Blood Res 2017; 52(2): 139-141
Hairy cell leukemia: a case report of atypical presentation without splenomegaly
Mona Alfaraj1, and Hussain Alsaeed2

1Consultant Hematopathologist, Hematology Section of Medical Laboratory Department, Qatif Central Hospital, Saudi Arabia.

2Consultant Hematologist, Department of Internal Medicine, Qatif Central Hospital, Saudi Arabia.

Correspondence to: Mona Alfaraj. Consultant Hematopathologist, Hematology Section of Medical Laboratory Department, Qatif Central Hospital, PO Box 10463, 3287, Al Qatif 32654-7302, Al Qatif 32654, Saudi Arabia.
Received: June 5, 2016; Revised: September 27, 2016; Accepted: November 18, 2016; Published online: June 22, 2017.
© The Korean Journal of Hematology. All rights reserved.
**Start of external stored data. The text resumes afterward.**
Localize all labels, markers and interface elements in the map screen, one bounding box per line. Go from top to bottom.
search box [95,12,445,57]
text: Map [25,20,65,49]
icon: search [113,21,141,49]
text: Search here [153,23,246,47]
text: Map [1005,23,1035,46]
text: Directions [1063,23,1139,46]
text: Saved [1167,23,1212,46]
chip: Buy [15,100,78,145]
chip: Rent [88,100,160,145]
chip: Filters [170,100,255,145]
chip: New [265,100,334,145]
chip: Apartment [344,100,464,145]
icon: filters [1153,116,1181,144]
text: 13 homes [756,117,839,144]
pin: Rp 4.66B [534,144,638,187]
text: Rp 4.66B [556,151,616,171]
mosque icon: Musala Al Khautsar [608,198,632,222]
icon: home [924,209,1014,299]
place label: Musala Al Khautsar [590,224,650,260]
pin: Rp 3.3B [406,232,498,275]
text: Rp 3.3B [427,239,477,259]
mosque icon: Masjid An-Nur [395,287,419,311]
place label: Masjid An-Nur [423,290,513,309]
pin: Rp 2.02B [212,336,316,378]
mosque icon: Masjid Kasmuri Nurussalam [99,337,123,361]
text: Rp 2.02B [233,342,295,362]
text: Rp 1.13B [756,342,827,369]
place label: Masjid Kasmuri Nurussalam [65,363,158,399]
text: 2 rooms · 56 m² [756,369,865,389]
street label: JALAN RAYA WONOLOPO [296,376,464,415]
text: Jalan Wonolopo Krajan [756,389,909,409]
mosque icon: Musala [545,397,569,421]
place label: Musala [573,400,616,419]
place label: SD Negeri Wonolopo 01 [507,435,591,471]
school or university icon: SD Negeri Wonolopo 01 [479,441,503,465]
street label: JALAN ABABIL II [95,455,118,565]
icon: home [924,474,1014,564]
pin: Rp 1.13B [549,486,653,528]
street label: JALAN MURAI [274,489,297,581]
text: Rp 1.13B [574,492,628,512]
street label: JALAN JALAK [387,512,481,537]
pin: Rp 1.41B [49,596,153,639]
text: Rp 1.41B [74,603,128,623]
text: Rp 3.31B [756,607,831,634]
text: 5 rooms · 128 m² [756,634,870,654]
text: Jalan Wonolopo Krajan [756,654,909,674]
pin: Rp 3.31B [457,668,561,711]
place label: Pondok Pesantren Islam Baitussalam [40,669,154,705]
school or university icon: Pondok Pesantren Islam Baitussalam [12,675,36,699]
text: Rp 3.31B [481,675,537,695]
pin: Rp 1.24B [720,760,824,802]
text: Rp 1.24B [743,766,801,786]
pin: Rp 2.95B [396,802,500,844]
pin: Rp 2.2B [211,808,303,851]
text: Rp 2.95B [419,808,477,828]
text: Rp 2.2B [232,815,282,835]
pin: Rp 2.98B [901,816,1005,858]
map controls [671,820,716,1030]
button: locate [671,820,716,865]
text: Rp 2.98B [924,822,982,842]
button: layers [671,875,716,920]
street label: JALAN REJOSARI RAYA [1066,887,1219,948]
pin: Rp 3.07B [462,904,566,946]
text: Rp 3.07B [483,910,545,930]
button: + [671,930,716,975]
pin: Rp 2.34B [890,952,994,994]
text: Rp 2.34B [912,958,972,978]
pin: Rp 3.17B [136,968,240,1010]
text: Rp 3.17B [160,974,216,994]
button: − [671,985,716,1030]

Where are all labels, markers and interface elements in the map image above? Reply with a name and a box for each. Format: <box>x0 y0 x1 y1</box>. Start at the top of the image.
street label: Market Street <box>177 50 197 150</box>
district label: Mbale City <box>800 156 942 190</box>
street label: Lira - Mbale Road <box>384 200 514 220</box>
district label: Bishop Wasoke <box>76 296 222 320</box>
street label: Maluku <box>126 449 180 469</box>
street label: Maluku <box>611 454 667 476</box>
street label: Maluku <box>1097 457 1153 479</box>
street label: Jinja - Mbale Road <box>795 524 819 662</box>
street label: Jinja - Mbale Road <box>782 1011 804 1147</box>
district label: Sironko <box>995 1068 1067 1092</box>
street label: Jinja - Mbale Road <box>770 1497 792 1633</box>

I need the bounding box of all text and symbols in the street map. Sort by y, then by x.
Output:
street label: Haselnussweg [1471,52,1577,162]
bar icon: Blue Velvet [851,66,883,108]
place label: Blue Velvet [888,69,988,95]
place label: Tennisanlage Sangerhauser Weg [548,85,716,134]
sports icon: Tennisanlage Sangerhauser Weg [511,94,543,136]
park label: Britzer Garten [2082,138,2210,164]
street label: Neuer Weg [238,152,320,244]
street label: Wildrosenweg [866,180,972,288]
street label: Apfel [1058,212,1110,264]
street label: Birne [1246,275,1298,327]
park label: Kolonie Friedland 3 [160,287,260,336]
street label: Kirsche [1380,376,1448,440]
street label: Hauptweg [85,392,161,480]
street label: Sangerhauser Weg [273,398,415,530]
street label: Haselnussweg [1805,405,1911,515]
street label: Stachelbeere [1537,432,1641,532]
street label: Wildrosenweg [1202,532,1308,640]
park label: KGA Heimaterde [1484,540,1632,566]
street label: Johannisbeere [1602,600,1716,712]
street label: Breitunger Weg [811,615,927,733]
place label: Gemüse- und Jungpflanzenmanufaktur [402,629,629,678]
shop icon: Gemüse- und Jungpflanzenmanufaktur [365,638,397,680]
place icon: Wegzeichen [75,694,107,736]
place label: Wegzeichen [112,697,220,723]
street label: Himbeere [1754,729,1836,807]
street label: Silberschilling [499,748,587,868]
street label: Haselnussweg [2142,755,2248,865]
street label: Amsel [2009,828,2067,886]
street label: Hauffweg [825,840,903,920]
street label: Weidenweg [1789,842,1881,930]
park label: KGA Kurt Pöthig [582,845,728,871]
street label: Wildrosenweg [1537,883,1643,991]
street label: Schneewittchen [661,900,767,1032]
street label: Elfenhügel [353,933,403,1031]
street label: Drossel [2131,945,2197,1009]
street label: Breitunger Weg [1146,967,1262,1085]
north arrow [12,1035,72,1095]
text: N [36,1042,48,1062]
TO THE EDITOR: Hairy cell leukemia (HCL) is a rare B-cell neoplasm of middle age. Pancytopenia, particularly monocytopenia, splenomegaly, and hairy cells in the bone marrow represent the classical triad of HCL [12]. Splenomegaly accounts for 80–90% of associated features in HCL [3]. The bone marrow aspirations of HCL patients frequently show dry tap due to marrow fibrosis induced by hairy cell [4]. However, careful examination of diluted cytology preparations is useful because of the characteristic morphology of the hairy cells [34]. The exact prevalence of atypical presentation of HCL is difficult to be determined because most cases were published as incidental reports. Herein, we present an atypical case of HCL with only arthralgia but no typical symptoms such as splenomegaly and bone marrow fibrosis. This report of an atypical presentation of such a rare disease could lead to earlier recognition and diagnosis of HCL, even without a classical clinical presentation.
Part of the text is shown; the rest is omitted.